# Transfer LTC to new city



## SargeLorenzo (Jan 21, 2007)

I've finally moved recently and need to transfer my LTC. From what I can tell it looks like I need to submit an application/renewal form, does this sound right? Also, the form I have still says to bring in some photos with me. I thought the new licenses were digital and didn't need the applicant to supply photos any more? What's the fee up to these days? I know it was mentioned here before, I'm not having any solid luck searching here or MA.GOV. Thanks in advance


----------



## Harley387 (May 1, 2002)

There is a form that you must fill out. Your local PD should have it. You are required to notify, within 30 days, the issuing PD, the PD in the town you have moved to, and the Department of public safety.

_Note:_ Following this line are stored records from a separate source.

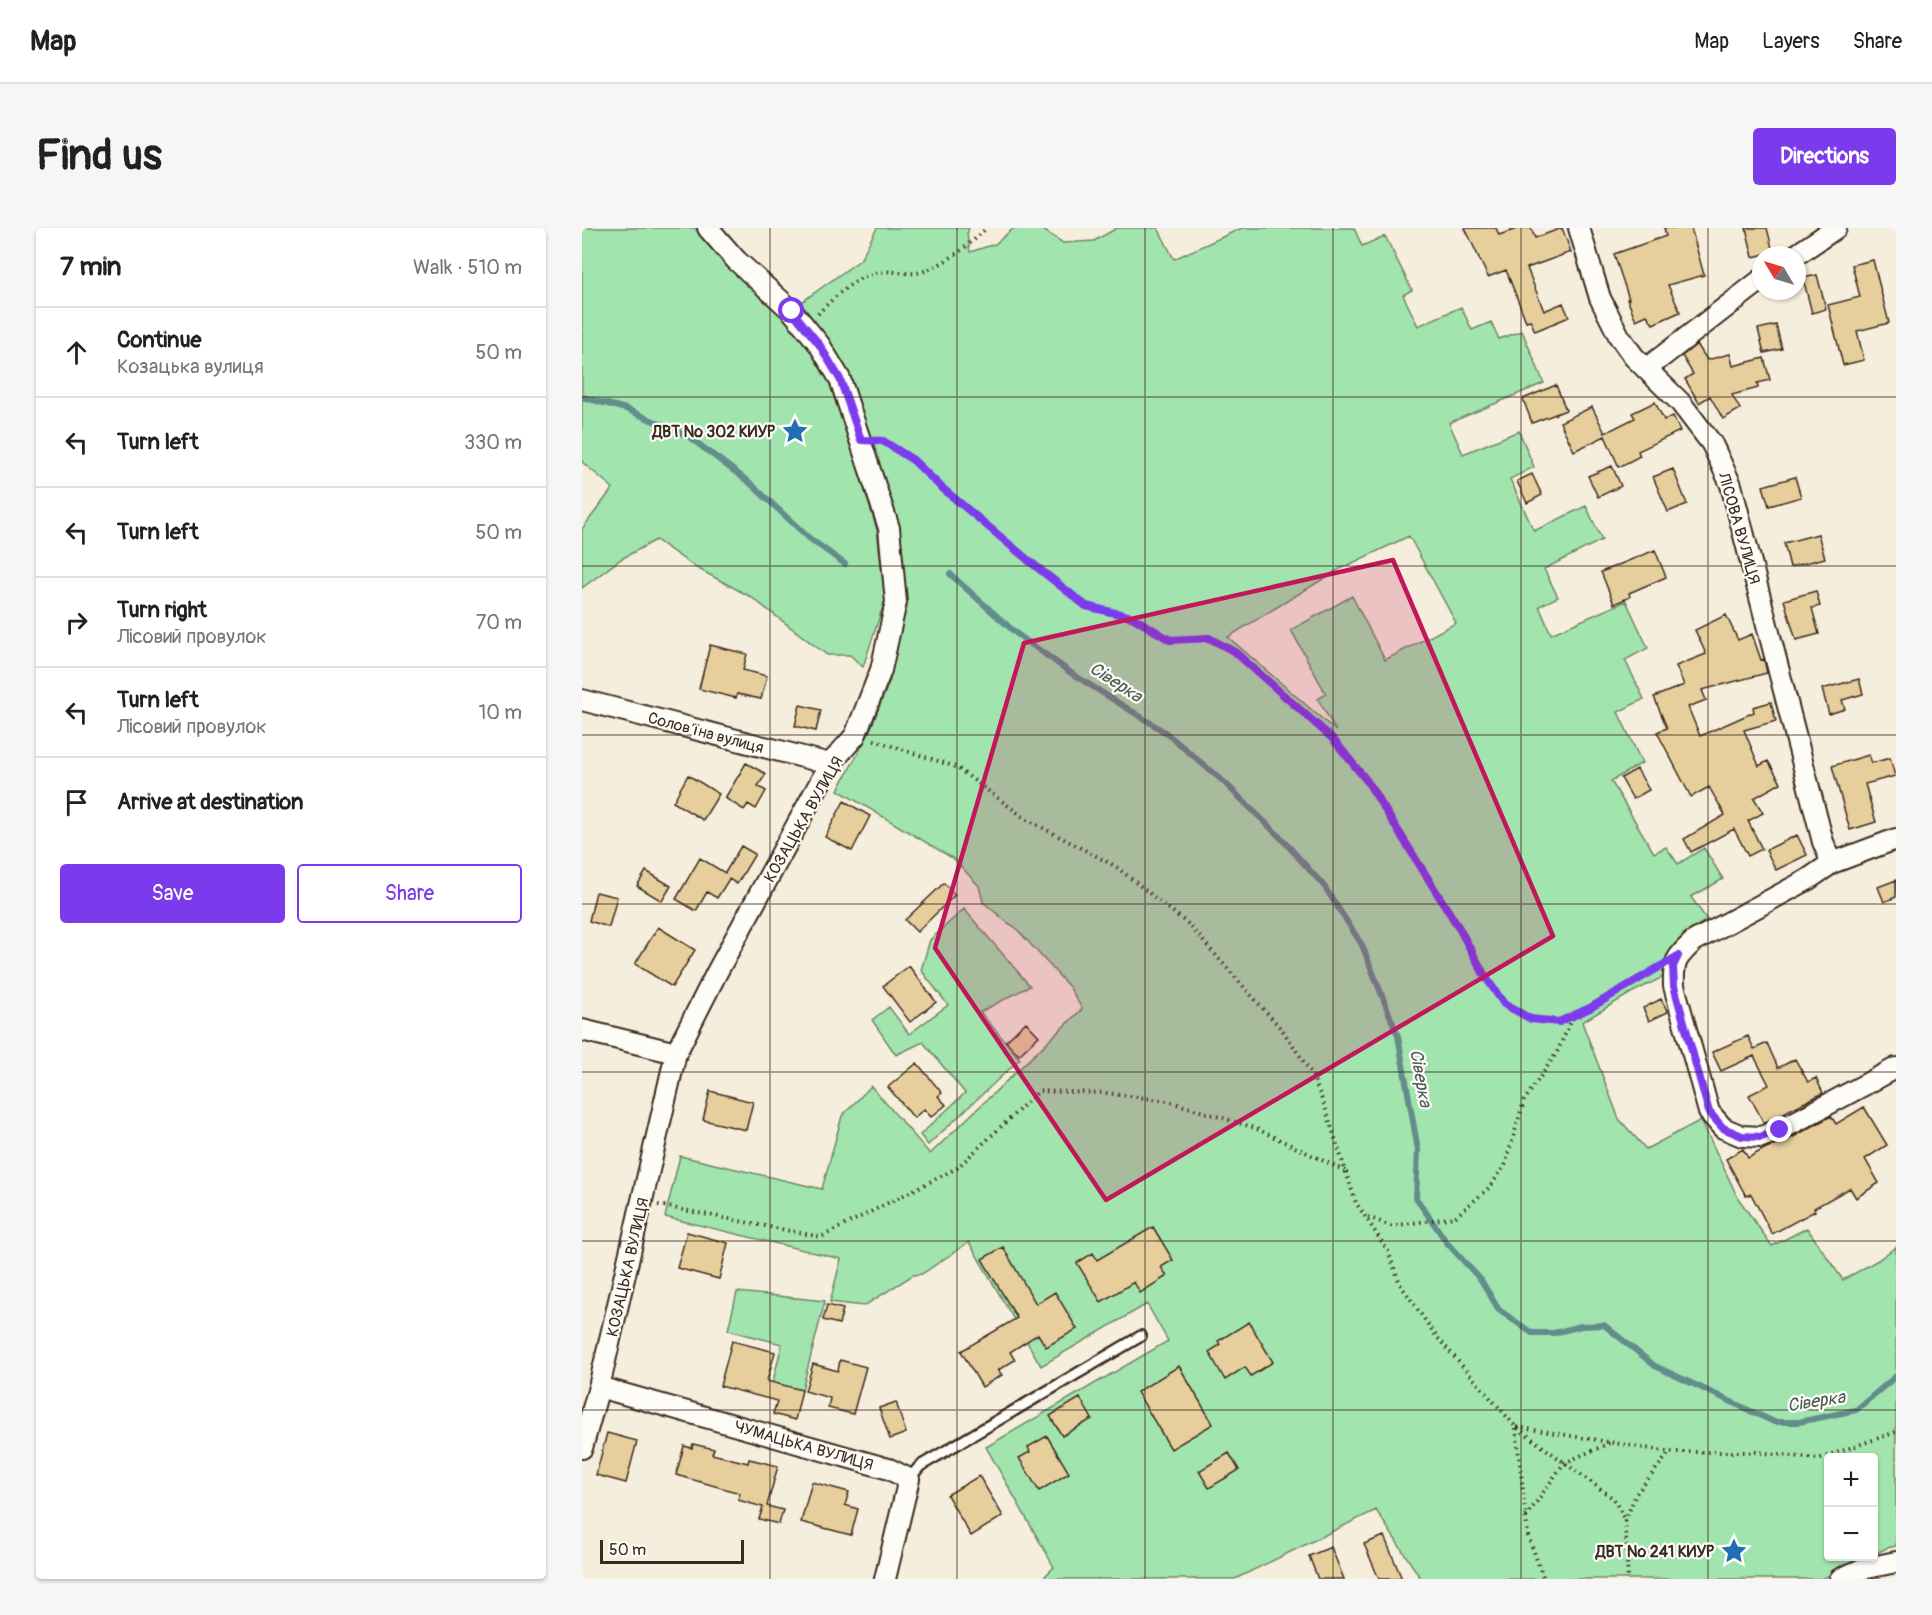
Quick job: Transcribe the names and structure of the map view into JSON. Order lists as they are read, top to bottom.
{
  "streets": {
    "street": [
      "ЛІСОВА ВУЛИЦЯ",
      "Соловʼїна вулиця",
      "КОЗАЦЬКА ВУЛИЦЯ",
      "ЧУМАЦЬКА ВУЛИЦЯ"
    ]
  },
  "crossings": [
    ["Соловʼїна вулиця", "КОЗАЦЬКА ВУЛИЦЯ"],
    ["КОЗАЦЬКА ВУЛИЦЯ", "ЧУМАЦЬКА ВУЛИЦЯ"]
  ],
  "water": ["Сіверка"],
  "places": {
    "place": ["ДВТ № 302 КИУР", "ДВТ № 241 КИУР"]
  },
  "scale_bar": "50 m",
  "north": "top left",
  "page": {
    "header": "Map",
    "nav": ["Map", "Layers", "Share"],
    "buttons": [
      "Directions",
      ["Save", "Share"]
    ],
    "title": "Find us",
    "heading": ["7 min", "Walk · 510 m"],
    "list": [
      ["Continue", "Козацька вулиця", "50 m"],
      ["Turn left", "330 m"],
      ["Turn left", "50 m"],
      ["Turn right", "Лісовий провулок", "70 m"],
      ["Turn left", "Лісовий провулок", "10 m"],
      "Arrive at destination"
    ],
    "map_buttons": ["+", "−"],
    "scale": "50 m"
  }
}
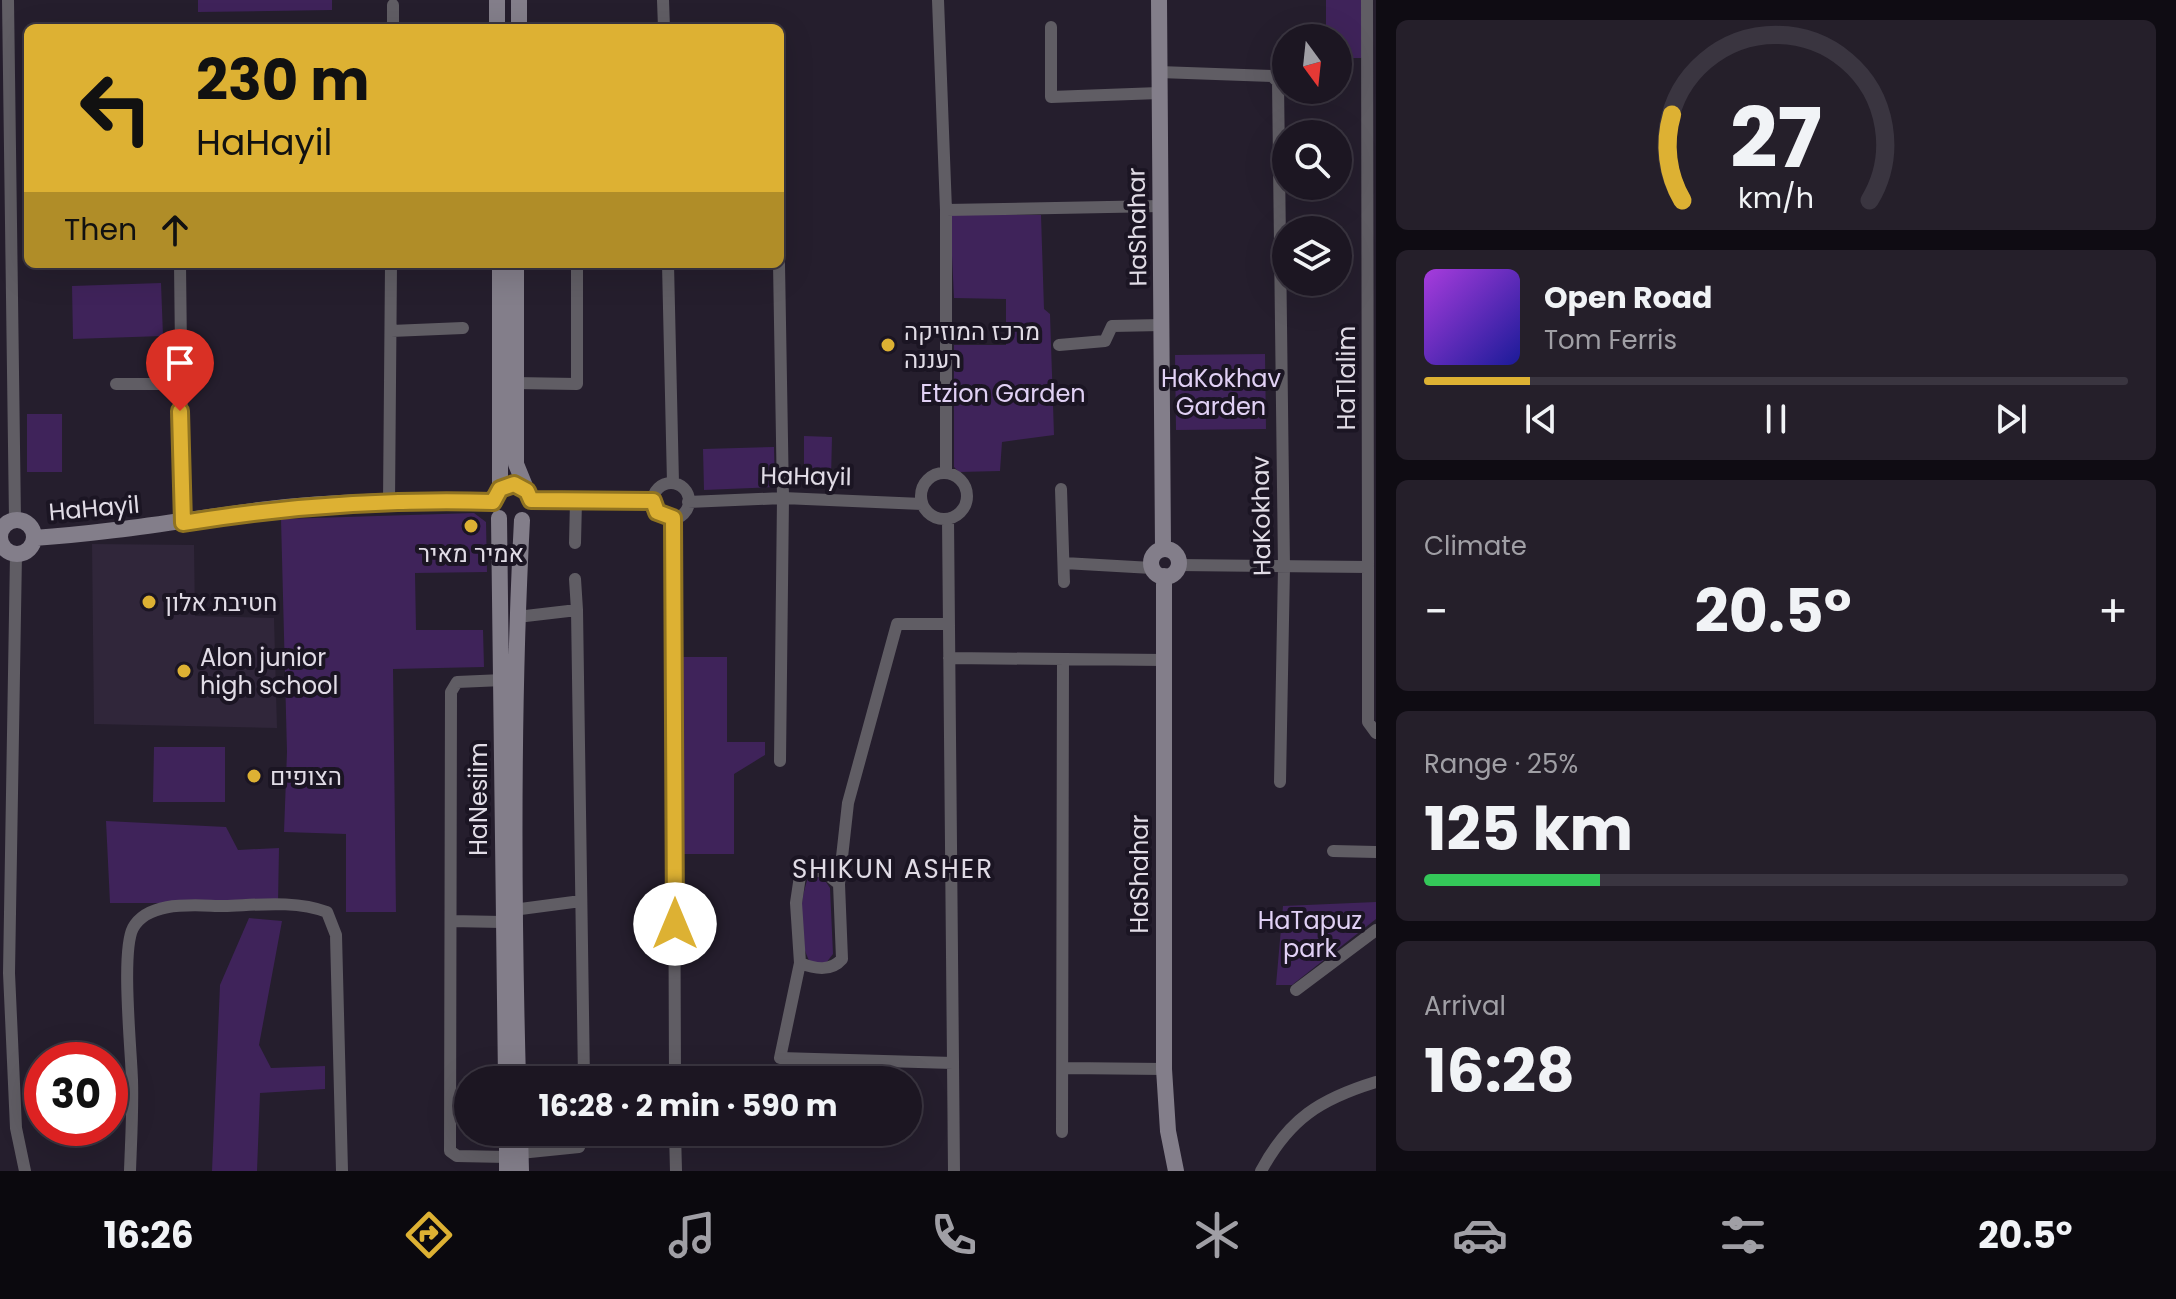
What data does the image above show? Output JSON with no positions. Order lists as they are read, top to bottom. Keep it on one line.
{"streets":{"street":["HaShahar","HaTlalim","HaHayil","HaKokhav","HaNesiim"]},"crossings":[["HaShahar","HaKokhav"],["HaHayil","HaNesiim"]],"districts":["SHIKUN ASHER"],"parks":["HaKokhav Garden","Etzion Garden","HaTapuz park"],"places":["מרכז המוזיקה רעננה","אמיר מאיר","חטיבת אלון","Alon junior high school","הצופים"],"north":"bottom","page":{"turn":["230 m","HaHayil"],"then":"Then","song":["Open Road","Tom Ferris"],"tile":["Climate",["Range · 25%","125 km"],["Arrival","16:28"]],"heat":["−","20.5°","+"],"limit":"30","trip":"16:28 · 2 min · 590 m","tabs":["16:26","20.5°"],"gauge":["27","km/h"]}}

I recommend sending it certified mail with delivery receipt.


----------



## Symz (Dec 24, 2006)

The form can also be found on the G.O.A.L website under the "Fact Sheets" link. Then just follow the instrustions on were to send the different parts.


----------



## SargeLorenzo (Jan 21, 2007)

I got the form off the G.O.A.L. site. So I just carry around a LTC with an invalid address until it's renewal time? Or do they send me one of those fancy address labels like the RMV did? There's got to be more to it than just a notification of address change. Plus, I was hoping to get one of those new ones that _actually fits in a wallet_.


----------



## Symz (Dec 24, 2006)

I asked that same question to the license officer in my new town and he told me that the state does not issue new licenses with a correct address or a sticker. If you want a new one you might just have to reapply and pay the $100 bucks. So as far as moving just mail in the 3 parts to the correct locations and you should be fine.


----------